Monsieur Coco bientôt millionnaire

Non, Monsieur Coco ne s’attend pas de gagner à Loto-Québec et son million ce ne sera pas à lui, mais plutôt pour les plus démunis qui en profitent depuis plus de treize ans déjà. Sachez que notre homme fait non seulement dans l’œuvre caritative, mais aussi écologique.

C’est une histoire qui a toutefois mal commencé pour Jacques Lévesque, ex-col bleu de la ville de Montréal, alors qu’il subissait un arrêt cardiovasculaire en 1991, le laissant complètement paralysé du côté droit.

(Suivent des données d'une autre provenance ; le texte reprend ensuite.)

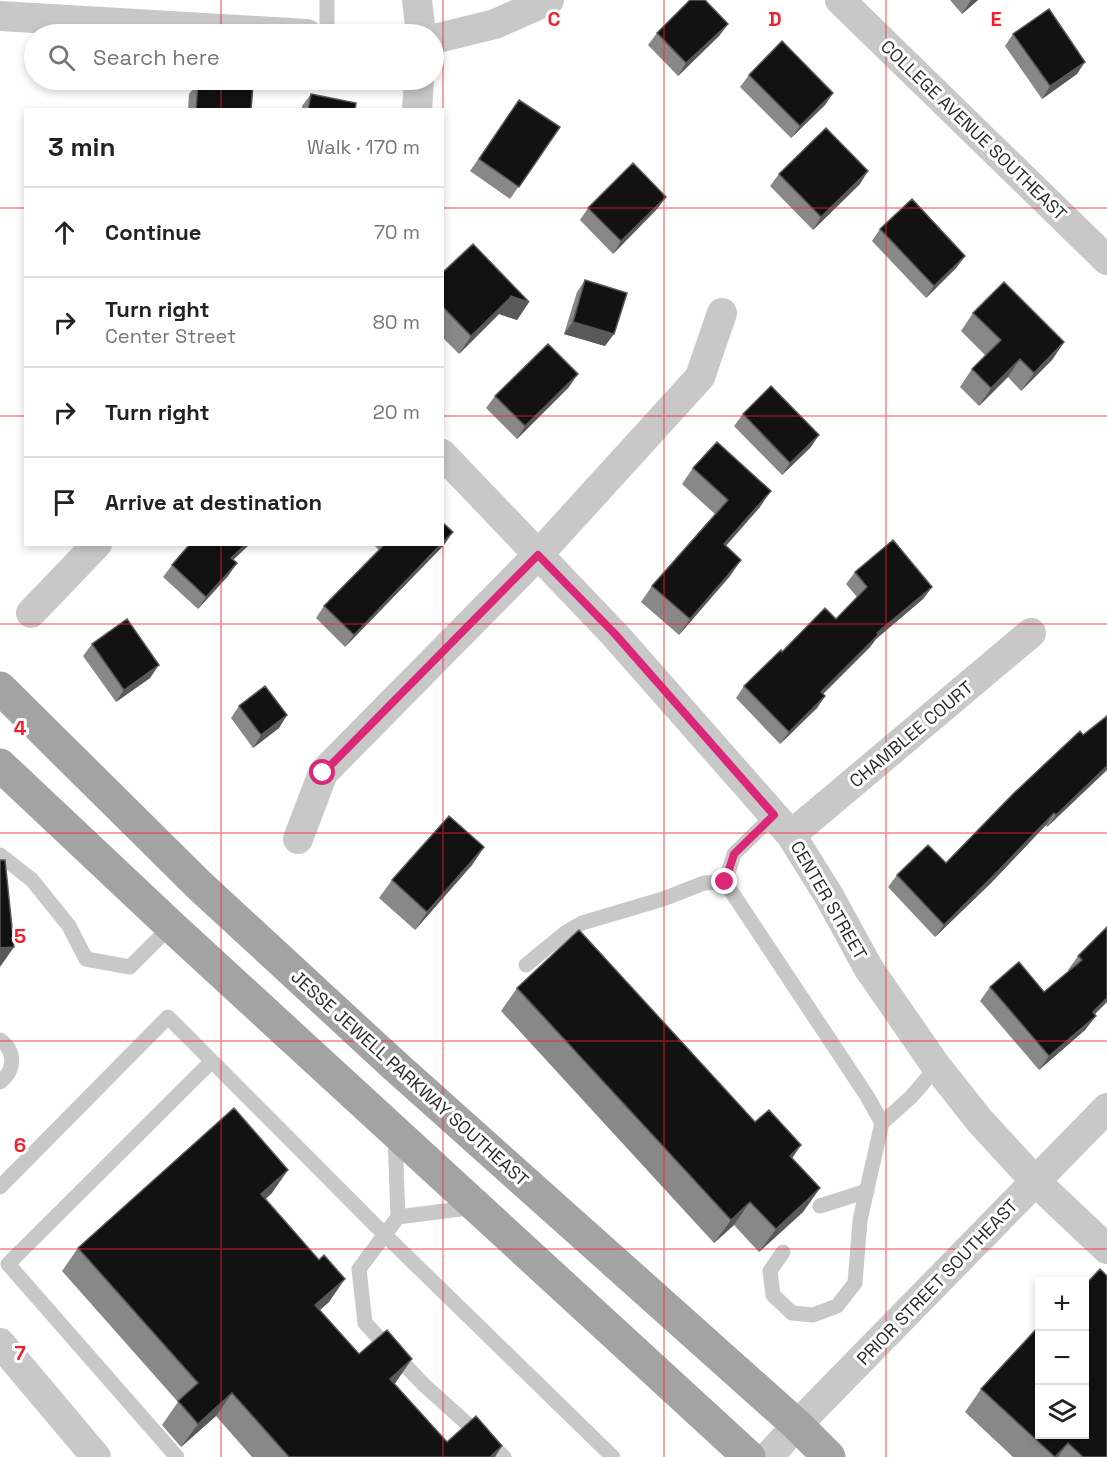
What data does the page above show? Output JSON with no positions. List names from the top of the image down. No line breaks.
{"streets":{"main road":["JESSE JEWELL PARKWAY SOUTHEAST"],"street":["COLLEGE AVENUE SOUTHEAST","CHAMBLEE COURT","CENTER STREET","PRIOR STREET SOUTHEAST"]},"crossings":[["CHAMBLEE COURT","CENTER STREET"],["CENTER STREET","PRIOR STREET SOUTHEAST"],["JESSE JEWELL PARKWAY SOUTHEAST","PRIOR STREET SOUTHEAST"]],"page":{"search":"Search here","heading":["3 min","Walk · 170 m"],"list":[["Continue","70 m"],["Turn right","Center Street","80 m"],["Turn right","20 m"],"Arrive at destination"],"map_buttons":["+","−"]},"grid":{"columns":["C","D","E"],"rows":["4","5","6","7"]}}
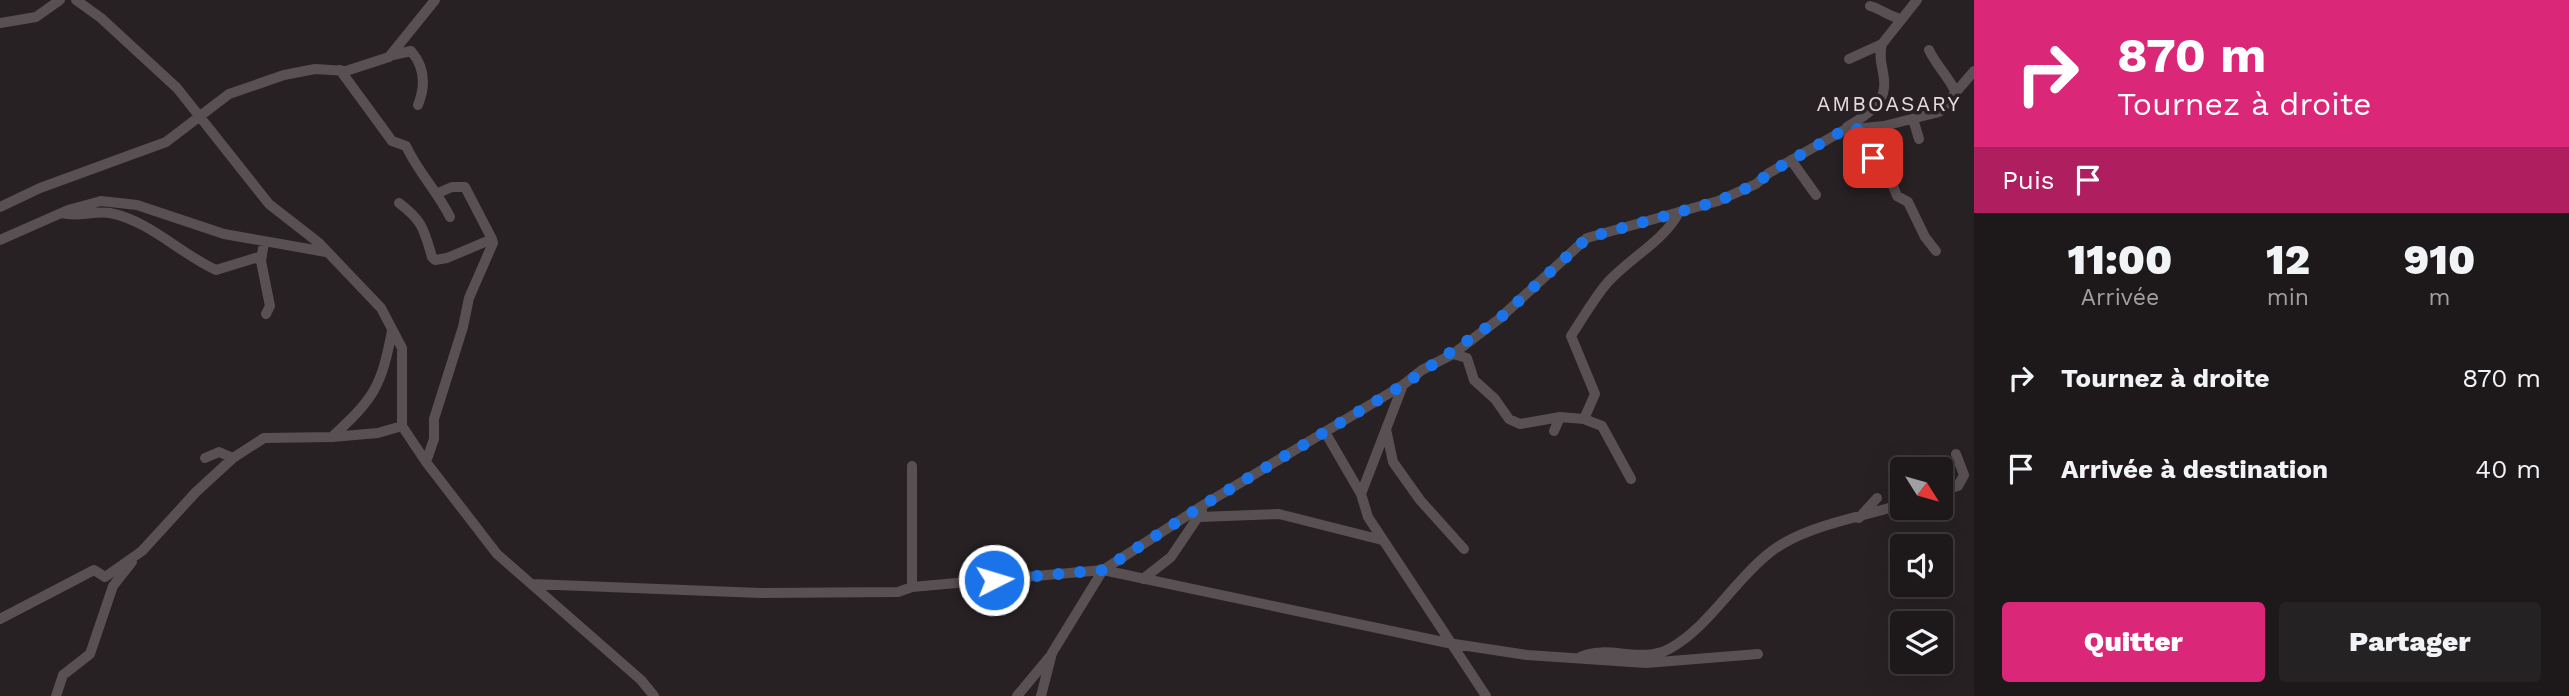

Une triple opération au cerveau lui vaudra son surnom, qu’il utilise d’emblée afin de promouvoir son action caritative.

Mais heureusement, l’ergothérapie lui permettait de réapprendre à marcher et c’est au cours de cette activité retrouvée que notre homme constate le nombre effarant de bouteilles et de canettes essaimées sur son passage, comme autant d’atomes perdus de l’hyperconsommation.

Il entreprend donc de ramasser cette pollution qu’il transformera vite en manne pour les plus démunis. Il y en a tellement, en fait, que Monsieur Coco se nantit d’un chariot pour tout recueillir au fil de ses 10 à 12 kilomètres de marche quotidienne, et ce, sept jours semaine.

«Si j’arrête de faire cet exercice, c’est l’arthrose et l’arthrite qui m’attendent», précise notre bon samaritain dont la santé nécessite cet exercice constant, en alternance avec beaucoup de repos. Quand un handicap vous fait avancer, c’est que le caractère est vigoureux.

Pour transformer son butin, il s’alliera avec la paroisse Notre-Dame-de-la-Paix, ainsi que Daniel Richer de la Boucherie Côté. Depuis ce temps, la boucherie émet des coupons à la paroisse au montant des bouteilles amassées par Monsieur Coco, laquelle les redistribue aux familles et aux personnes démunies, afin qu’elles puissent ajouter de la viande à leur panier de survie.

C’est ainsi que la paroisse parvient à offrir plus de 5 000 $ de viande par année aux démunis.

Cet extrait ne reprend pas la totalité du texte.